Bacterial enzyme aids recovery

I have posted before on the Glial scar and an inhibitory component of this, chondroitin sulphate proteoglycans, or CSPGs. The Glial scar is a particular consequence of CNS injury but CSPGs are also found everywhere in the extra cellular matrix (ECM) of the central nervous system. CSPGs have many known and unknown functions. For example, they form lattice-like nets around synapses between cells to stabilise these signalling junctions. They are likely to influence how cells move around the CNS, thus playing an important part in repair by resident stem and precursor cells which need to migrate to the area in need of repair, and they may harbour important molecules that sustain cells. Recently, two putative receptors have been identified giving insight into how CSPGs might act at the molecular level.
The inhibitory aspects of CSPGs are most problematic. The bacterial enzyme chondroitinase ABC (ChABC) degrades CSPGs, and experimentally, it has been shown to have a number of reparative effects making it a very promising treatment option for SCI. Nevertheless, there are concerns relating to how we should deliver this bacterial protein in the clinic. For one, ChABC activity is short-lived and therefore repeated injections or delivery by intrathecal catheter is needed which is unattractive.

Gene therapy approaches may provide the answer. Modified viruses have long been used as a tool to carry inserted genes into cells, “infecting” them with a copy of the gene which in turn causes the cell to produce (express) the protein. Obviously, concerns surround gene therapy as well, but the prospect of only needing a single administration of a therapeutic viral vector which gives rise to long-term expression of the therapeutic gene is compelling.

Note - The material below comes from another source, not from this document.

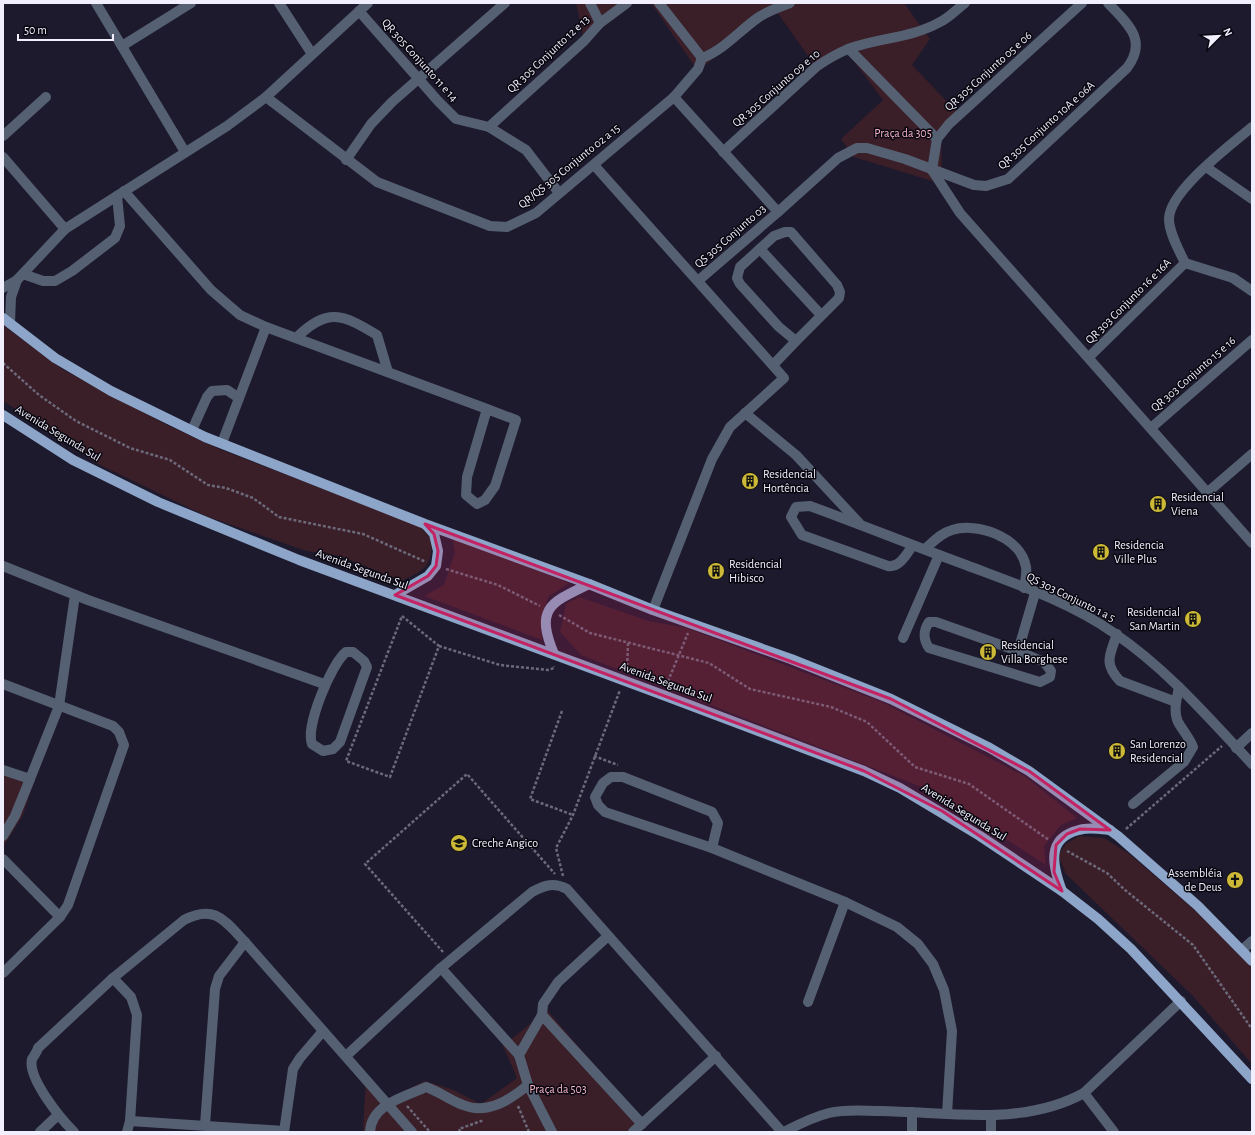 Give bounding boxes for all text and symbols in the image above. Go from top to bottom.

A number of groups are looking at a gene therapy approach for the delivery of chondroitinase. K Bartus (#892.21) presented a poster in the last session of the SfN meeting which got much attention. The poster presented data on sustained and widespread degradation of CSPGs following a single early injection of a lentiviral vector carrying a gene of ChABC optimised for expression in mammalian cells. The treatment led to a dramatic reduction of lesion pathology: sparing of neuronal tissue and dramatic reduction in cavity volume. The treatment also significantly improved signal conduction across the injury site coupled with improved performance on a horizontal ladder test.

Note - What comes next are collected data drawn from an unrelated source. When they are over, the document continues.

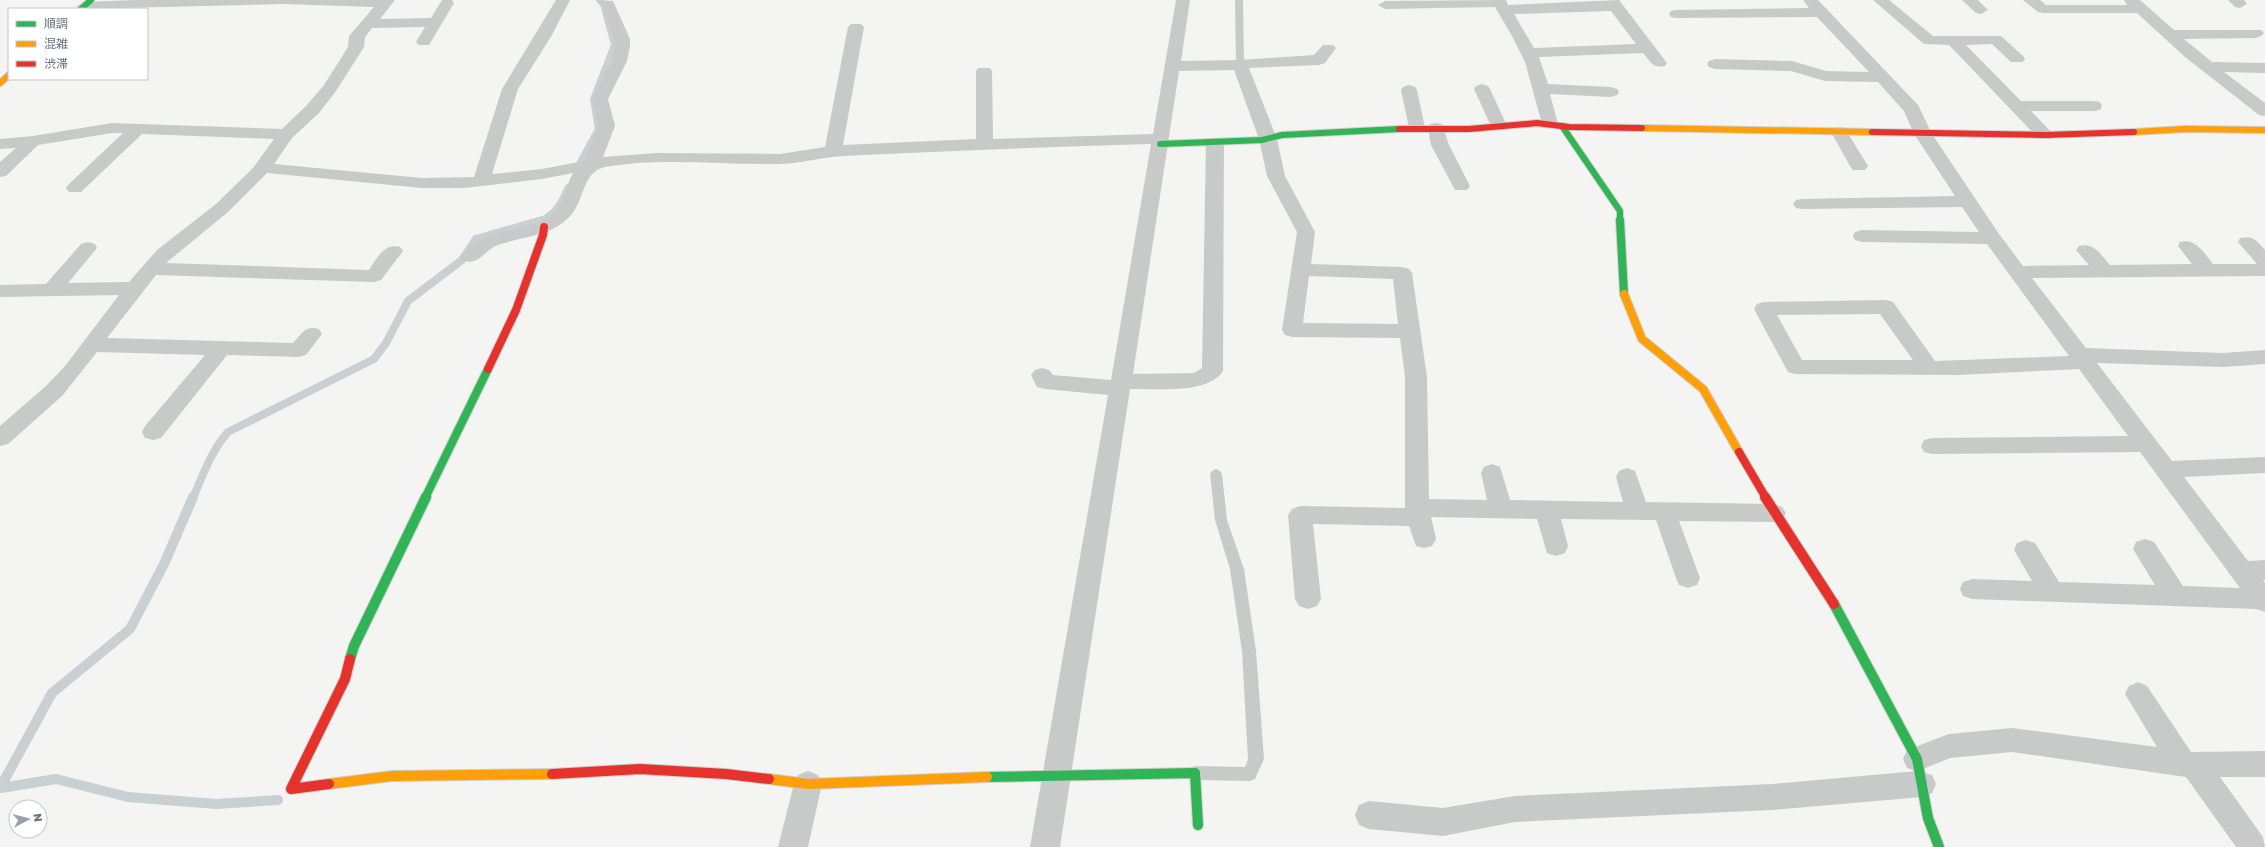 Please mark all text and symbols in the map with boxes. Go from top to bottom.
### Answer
legend [8,8,148,80]
text: 順調 [44,16,68,31]
text: 混雑 [44,36,68,51]
text: 渋滞 [44,56,68,71]
north arrow [8,799,48,839]
text: N [31,813,45,823]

With such sustained and active remodelling of the CSPG content of the cord there was a worry that there might be adverse effects such as development of pain syndromes. The authors tested for this and found no evidence of heightened sensitivity in the treated group of animals. The injury site was heavily vascularised with many tissue bridges associated with numerous axons.

Perhaps the most striking aspect of this study was that it was done in a contusion injury model, the most clinically relevant model of injury.